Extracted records
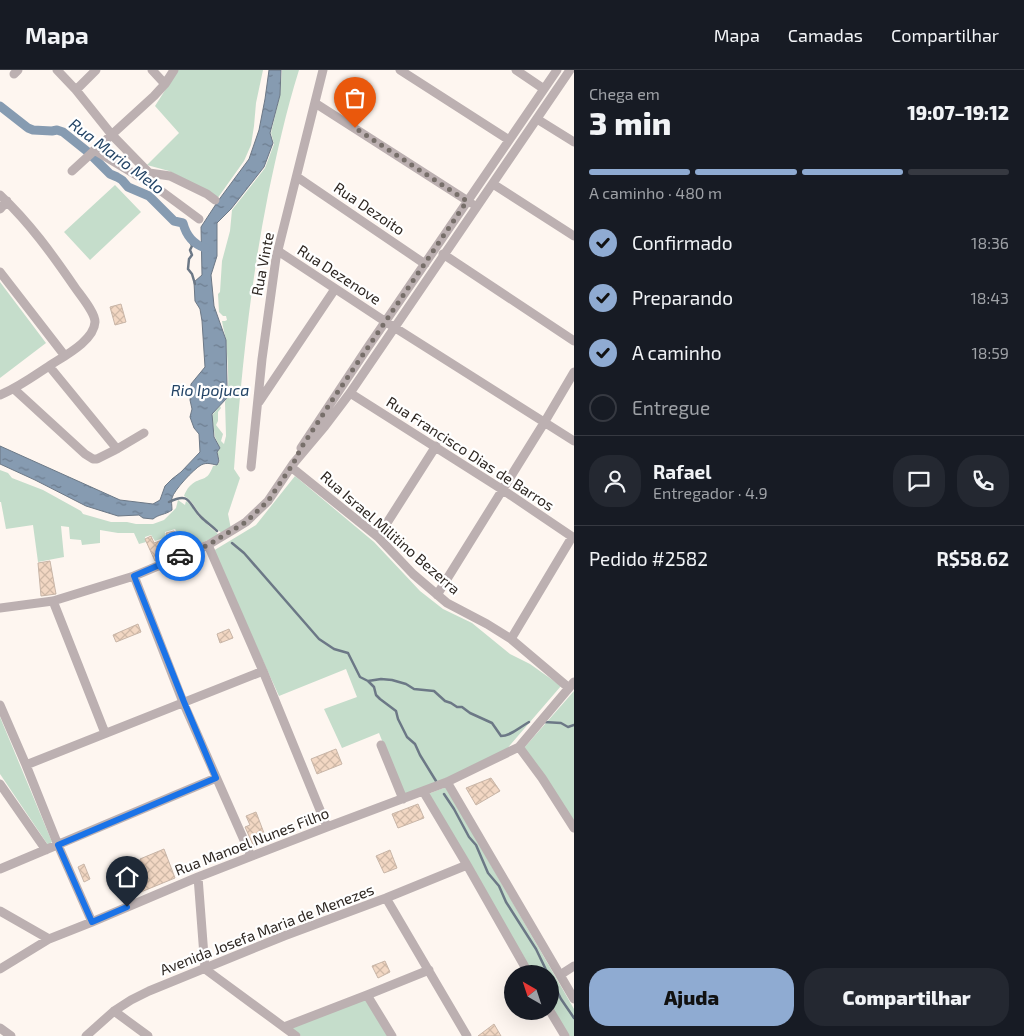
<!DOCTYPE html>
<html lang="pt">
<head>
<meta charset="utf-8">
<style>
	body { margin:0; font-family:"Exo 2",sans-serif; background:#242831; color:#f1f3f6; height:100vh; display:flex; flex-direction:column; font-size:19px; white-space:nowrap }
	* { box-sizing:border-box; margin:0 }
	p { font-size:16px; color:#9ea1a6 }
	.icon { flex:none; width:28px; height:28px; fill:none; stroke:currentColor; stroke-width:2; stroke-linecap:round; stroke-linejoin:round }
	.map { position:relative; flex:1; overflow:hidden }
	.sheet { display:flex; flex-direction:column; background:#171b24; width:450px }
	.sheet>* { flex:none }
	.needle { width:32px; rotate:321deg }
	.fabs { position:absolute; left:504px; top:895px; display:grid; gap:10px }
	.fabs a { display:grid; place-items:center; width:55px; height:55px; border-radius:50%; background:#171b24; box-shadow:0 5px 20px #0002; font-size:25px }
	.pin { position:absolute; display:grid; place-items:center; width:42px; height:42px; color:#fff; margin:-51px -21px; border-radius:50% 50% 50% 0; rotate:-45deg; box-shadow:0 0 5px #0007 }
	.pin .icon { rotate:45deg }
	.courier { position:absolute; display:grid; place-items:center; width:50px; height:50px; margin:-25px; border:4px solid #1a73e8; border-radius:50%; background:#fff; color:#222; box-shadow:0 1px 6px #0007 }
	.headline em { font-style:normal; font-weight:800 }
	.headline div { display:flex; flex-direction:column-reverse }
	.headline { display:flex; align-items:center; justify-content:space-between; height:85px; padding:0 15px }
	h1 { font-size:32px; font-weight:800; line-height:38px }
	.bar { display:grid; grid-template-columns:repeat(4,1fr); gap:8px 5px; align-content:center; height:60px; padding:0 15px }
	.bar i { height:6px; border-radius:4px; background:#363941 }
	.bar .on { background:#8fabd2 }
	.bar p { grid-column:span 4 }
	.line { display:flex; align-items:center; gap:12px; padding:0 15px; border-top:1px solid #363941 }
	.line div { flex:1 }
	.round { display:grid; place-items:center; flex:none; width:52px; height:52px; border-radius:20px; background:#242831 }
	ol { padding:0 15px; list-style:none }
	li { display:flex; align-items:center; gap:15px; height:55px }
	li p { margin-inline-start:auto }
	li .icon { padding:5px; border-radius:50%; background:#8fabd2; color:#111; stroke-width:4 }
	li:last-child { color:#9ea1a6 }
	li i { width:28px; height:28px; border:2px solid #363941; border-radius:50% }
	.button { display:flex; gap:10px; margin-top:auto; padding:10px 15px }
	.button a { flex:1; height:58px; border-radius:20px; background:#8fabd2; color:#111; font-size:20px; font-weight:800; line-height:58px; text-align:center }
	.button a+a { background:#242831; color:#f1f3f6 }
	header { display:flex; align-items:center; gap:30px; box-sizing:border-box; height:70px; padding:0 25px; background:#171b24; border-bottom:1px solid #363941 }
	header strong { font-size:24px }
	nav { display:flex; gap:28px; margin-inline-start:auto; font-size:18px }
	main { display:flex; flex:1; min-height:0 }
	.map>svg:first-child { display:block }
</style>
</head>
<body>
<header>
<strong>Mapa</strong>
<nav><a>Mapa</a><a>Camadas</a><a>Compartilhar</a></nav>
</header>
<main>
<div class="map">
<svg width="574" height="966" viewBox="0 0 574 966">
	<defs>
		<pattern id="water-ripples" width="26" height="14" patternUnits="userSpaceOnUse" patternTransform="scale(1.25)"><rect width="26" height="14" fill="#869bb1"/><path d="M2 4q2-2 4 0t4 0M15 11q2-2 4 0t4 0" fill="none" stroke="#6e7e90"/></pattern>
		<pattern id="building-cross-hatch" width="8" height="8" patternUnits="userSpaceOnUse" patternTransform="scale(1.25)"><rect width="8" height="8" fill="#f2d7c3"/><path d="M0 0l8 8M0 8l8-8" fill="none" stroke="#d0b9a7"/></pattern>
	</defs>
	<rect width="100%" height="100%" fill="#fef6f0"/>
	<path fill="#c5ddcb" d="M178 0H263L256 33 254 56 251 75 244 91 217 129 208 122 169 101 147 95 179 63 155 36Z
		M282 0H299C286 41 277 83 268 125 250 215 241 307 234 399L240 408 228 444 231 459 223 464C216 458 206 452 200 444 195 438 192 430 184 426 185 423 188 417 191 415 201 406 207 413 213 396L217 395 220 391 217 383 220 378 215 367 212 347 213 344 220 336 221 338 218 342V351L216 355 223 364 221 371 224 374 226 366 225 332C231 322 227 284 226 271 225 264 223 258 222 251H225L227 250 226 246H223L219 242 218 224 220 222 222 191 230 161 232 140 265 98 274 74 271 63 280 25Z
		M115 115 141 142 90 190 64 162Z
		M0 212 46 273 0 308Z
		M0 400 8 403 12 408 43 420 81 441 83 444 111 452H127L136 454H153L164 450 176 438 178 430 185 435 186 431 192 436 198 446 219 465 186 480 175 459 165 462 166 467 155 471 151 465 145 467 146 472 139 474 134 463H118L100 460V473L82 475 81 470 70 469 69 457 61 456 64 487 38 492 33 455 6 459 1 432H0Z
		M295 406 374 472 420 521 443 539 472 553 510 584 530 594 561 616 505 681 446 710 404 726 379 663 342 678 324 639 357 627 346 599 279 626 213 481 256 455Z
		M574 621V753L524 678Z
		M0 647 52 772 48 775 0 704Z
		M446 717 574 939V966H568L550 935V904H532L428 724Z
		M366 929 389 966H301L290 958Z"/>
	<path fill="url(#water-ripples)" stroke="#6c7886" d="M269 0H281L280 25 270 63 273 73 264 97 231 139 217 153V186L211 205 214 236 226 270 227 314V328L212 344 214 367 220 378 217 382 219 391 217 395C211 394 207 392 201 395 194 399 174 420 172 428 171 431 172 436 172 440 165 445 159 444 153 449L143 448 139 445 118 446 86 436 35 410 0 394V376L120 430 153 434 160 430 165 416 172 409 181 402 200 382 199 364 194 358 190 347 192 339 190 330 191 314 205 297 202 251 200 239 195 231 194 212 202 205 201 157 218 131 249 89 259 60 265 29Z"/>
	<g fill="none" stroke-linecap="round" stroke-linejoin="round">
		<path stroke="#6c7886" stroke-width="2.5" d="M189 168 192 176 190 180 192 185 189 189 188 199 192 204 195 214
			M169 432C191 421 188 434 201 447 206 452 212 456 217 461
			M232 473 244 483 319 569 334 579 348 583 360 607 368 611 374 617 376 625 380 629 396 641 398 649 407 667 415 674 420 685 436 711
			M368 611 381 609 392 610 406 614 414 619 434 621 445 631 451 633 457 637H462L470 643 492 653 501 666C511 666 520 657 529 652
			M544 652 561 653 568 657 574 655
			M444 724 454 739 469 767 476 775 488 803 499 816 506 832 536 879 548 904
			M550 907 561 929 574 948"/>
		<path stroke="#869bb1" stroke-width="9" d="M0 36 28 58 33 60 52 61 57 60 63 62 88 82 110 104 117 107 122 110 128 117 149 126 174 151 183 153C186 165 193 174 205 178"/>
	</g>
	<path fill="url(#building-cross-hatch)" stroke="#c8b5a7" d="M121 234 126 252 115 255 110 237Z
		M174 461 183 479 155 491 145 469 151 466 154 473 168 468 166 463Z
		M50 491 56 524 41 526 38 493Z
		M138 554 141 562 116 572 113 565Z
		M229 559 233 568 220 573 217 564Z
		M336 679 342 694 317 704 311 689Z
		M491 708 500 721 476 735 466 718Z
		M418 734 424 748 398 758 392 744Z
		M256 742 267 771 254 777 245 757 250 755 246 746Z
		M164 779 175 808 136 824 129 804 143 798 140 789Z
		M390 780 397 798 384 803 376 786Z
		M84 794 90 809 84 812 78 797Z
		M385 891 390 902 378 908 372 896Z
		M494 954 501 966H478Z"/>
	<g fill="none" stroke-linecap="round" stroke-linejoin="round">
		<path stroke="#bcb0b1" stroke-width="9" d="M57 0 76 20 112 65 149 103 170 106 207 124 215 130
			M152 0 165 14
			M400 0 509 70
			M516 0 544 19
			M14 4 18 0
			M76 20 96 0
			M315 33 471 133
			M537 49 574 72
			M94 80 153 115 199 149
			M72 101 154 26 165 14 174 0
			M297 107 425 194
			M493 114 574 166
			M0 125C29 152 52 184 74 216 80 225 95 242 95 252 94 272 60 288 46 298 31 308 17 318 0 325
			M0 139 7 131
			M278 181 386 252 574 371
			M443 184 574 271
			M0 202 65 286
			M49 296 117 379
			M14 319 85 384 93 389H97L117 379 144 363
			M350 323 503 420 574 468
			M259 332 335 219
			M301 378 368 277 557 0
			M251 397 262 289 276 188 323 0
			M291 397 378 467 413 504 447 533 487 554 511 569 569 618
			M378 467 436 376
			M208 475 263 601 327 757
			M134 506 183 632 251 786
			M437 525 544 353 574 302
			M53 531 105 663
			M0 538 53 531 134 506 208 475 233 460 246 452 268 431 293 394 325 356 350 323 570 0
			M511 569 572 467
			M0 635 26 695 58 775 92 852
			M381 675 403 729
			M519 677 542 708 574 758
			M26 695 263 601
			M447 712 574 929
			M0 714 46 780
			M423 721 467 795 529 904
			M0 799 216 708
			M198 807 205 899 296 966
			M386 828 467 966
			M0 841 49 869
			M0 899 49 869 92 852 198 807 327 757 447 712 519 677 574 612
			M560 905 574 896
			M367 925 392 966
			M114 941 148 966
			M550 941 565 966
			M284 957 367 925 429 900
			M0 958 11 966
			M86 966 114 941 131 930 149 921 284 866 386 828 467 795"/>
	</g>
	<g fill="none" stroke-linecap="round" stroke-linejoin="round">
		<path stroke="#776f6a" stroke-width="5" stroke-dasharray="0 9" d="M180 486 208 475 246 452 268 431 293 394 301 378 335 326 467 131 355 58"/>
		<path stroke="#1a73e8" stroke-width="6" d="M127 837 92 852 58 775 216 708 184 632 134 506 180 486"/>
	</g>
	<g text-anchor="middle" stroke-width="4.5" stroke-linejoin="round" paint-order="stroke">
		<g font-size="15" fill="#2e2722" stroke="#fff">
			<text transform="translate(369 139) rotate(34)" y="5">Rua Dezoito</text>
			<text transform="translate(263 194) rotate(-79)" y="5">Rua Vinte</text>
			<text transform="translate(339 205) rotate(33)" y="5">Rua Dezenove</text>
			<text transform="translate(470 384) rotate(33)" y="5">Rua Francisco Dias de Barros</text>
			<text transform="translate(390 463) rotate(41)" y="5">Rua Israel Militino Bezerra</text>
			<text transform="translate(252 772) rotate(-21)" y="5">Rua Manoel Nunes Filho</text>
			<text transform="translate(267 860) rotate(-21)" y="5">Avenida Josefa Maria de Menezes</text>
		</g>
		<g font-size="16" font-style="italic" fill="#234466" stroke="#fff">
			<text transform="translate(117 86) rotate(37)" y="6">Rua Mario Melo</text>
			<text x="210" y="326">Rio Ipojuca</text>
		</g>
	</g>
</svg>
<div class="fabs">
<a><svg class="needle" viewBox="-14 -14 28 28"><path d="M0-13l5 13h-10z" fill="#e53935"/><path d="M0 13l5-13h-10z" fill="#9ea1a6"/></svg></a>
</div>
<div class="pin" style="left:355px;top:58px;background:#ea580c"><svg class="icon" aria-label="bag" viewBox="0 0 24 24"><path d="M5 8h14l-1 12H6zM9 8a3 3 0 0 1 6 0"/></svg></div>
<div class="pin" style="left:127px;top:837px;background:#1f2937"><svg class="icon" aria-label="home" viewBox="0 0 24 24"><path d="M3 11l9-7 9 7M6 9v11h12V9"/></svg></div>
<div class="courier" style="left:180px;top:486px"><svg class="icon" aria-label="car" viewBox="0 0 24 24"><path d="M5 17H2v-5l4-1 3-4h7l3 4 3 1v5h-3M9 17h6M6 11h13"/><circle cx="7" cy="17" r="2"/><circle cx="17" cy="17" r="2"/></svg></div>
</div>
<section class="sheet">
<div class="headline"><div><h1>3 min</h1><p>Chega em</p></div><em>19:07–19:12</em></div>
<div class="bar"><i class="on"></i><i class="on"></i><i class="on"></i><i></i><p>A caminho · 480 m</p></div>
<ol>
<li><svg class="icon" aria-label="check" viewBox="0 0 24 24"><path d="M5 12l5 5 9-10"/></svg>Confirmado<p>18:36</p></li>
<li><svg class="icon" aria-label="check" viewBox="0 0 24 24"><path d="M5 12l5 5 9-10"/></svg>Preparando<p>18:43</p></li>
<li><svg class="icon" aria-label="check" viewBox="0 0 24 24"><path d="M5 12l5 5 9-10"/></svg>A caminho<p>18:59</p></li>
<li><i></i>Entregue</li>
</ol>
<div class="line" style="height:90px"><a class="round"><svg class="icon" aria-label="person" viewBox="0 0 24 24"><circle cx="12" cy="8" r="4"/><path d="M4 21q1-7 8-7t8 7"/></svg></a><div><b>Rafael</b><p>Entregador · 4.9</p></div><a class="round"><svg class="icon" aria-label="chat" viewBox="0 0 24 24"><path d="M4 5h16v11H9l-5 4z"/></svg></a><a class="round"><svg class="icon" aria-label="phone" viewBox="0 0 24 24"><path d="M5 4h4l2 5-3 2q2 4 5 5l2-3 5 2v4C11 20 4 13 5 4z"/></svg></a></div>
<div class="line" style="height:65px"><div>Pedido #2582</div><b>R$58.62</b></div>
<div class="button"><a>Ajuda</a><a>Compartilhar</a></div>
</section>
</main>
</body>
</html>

▶ What to produce
Check each line above for the string "fabs" and return those that contain it.

▶ The answer
	.fabs { position:absolute; left:504px; top:895px; display:grid; gap:10px }
	.fabs a { display:grid; place-items:center; width:55px; height:55px; border-radius:50%; background:#171b24; box-shadow:0 5px 20px #0002; font-size:25px }
<div class="fabs">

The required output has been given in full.